IA et KYC : vous n'avez pas un problème d'algorithme, vous avez un problème de fondation

CONFORMITEE

Des banques et assureurs lancent des projets IA-KYC. La plupart dérapent, non à cause des algorithmes, mais à cause des fondations documentaires fragiles sur lesquelles ils reposent...

Il y a un scénario qui se répète dans les établissements financiers. La direction innovation et la DSI s'allient, trouvent un budget, choisissent un modèle de langage, recrutent des data scientists. Dix-huit mois plus tard, le projet est en production mais les équipes conformité ne font pas confiance aux résultats, et les auditeurs posent des questions auxquelles personne ne sait répondre. 

Le diagnostic est presque toujours le même : l'IA n'est pas le problème. Elle a simplement révélé, brutalement, la fragilité structurelle de leur infrastructure KYC. Une erreur algorithmique dans un moteur de recommandation, c'est une mauvaise suggestion. La même erreur dans un dossier KYC, c'est un risque de non-conformité réglementaire.

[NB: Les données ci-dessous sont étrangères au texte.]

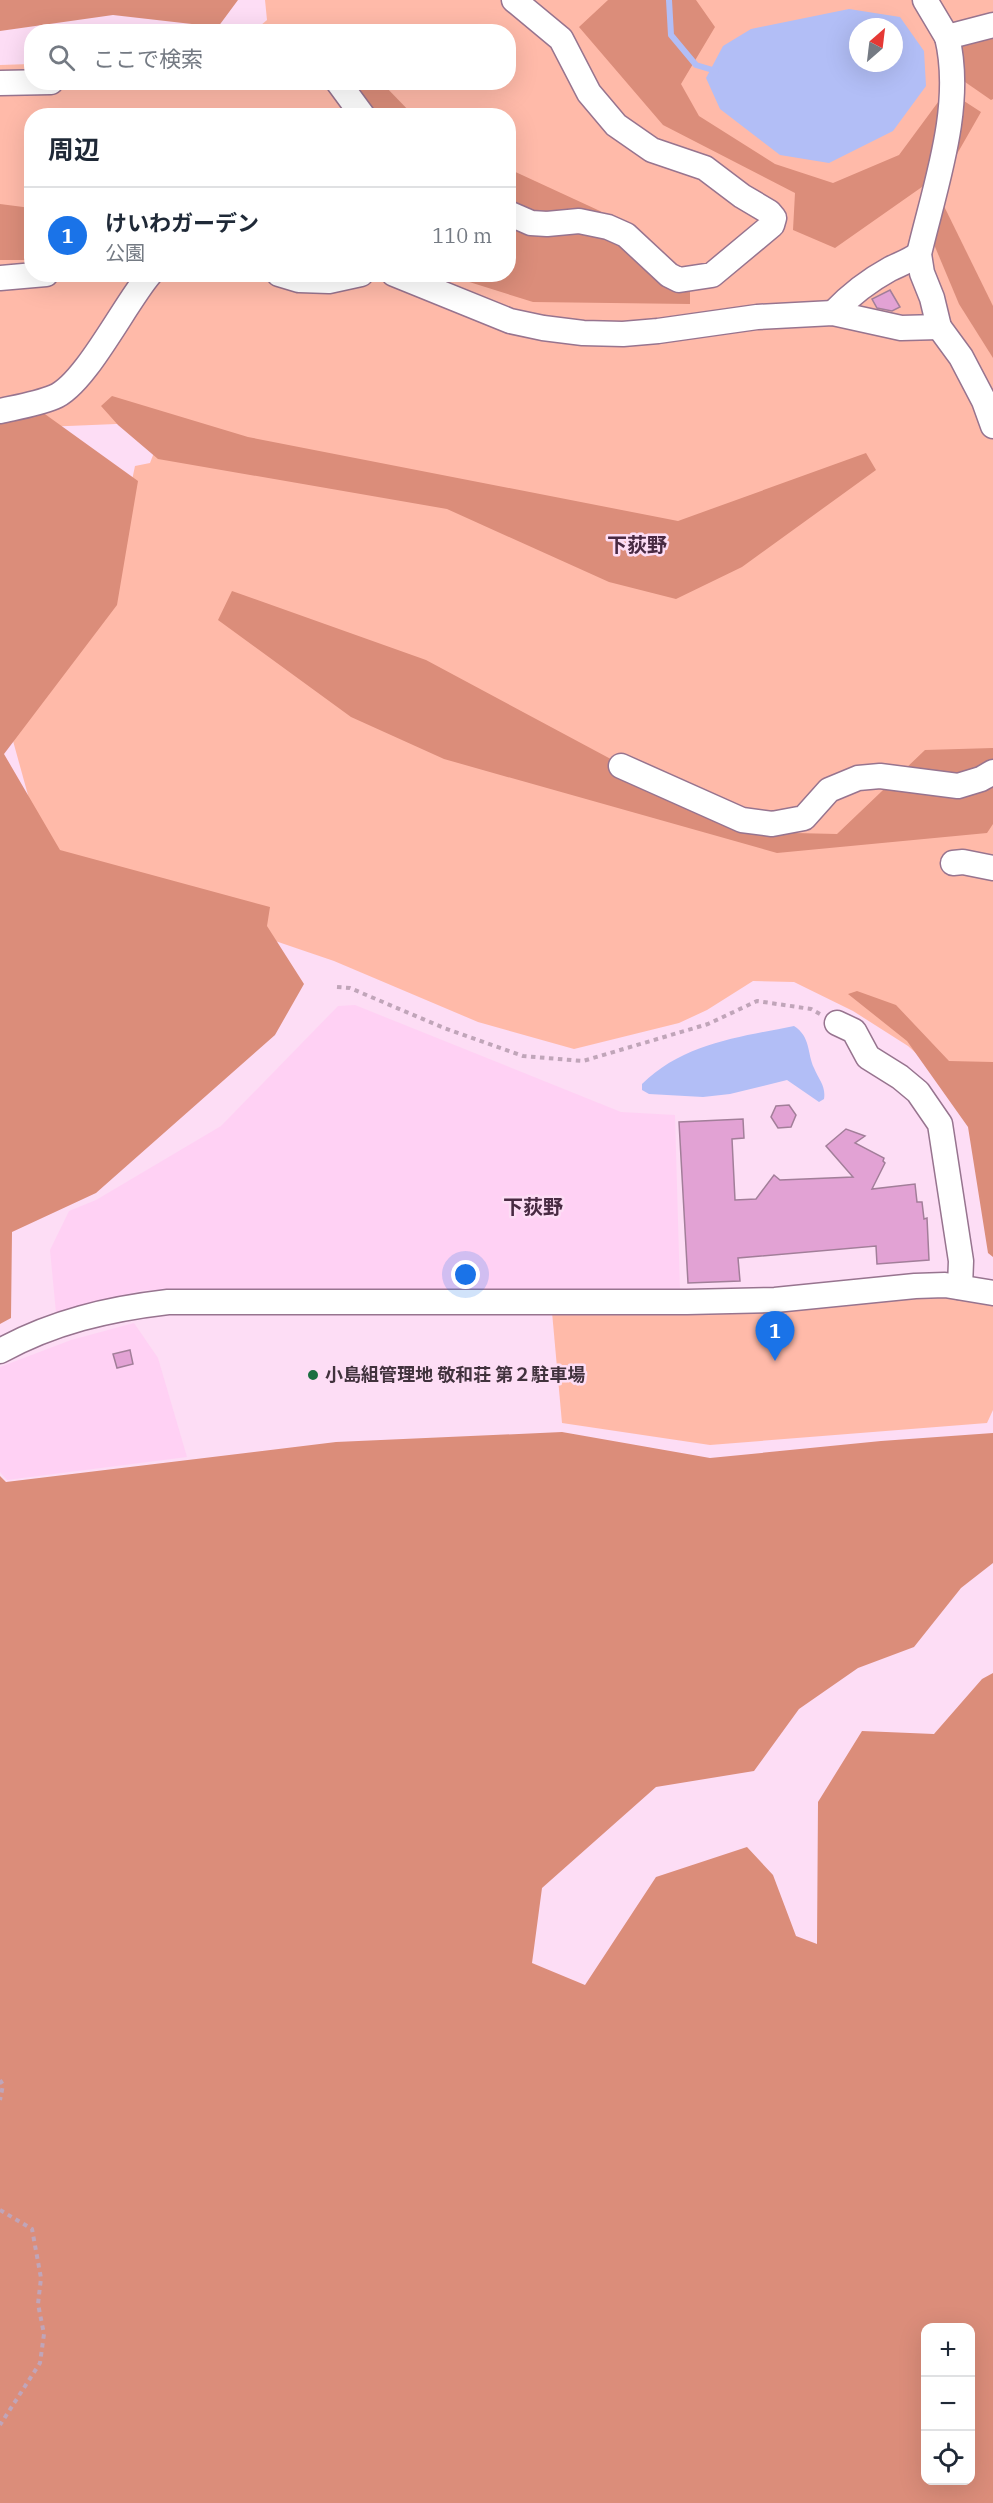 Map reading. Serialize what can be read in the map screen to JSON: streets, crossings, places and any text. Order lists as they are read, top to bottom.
{
  "districts": ["下荻野", "下荻野"],
  "places": ["小島組管理地 敬和荘 第２駐車場"],
  "north": "top right",
  "page": {
    "search": "ここで検索",
    "heading": "周辺",
    "list": [
      {
        "mark": "1",
        "name": "けいわガーデン",
        "note": "公園",
        "value": "110 m"
      }
    ],
    "pins": "1",
    "map_buttons": ["+", "−"]
  }
} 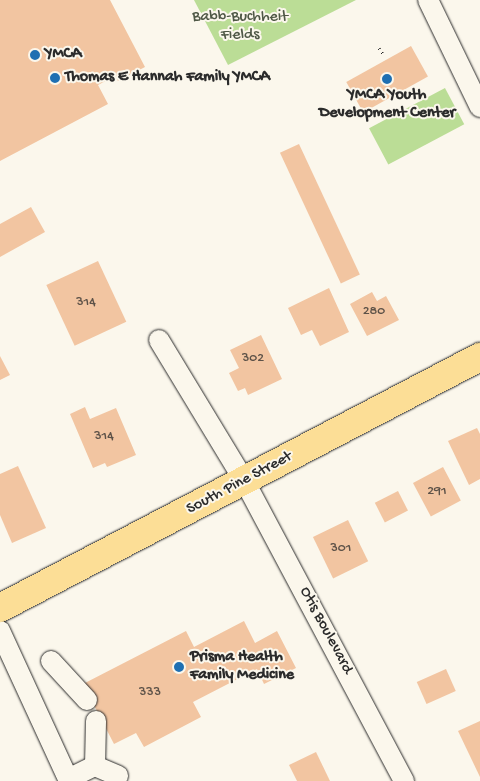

Des données piégées dans des silos

Dans la plupart des établissements, l'information KYC n'existe pas à un seul endroit. Les documents clients dans une GED, les données déclaratives dans le CRM, les données publiques dans des exports Excel, les alertes sanctions dans un outil tiers, sans oublier les emails contenant des justificatifs qui n'ont jamais été intégrés.

Construire un data lake pour y ajouter ensuite une couche IA ne résout rien. Sans gouvernance documentaire solide, ces lacs de données deviennent des marécages et l'IA hérite de toutes les incohérences accumulées et les amplifie.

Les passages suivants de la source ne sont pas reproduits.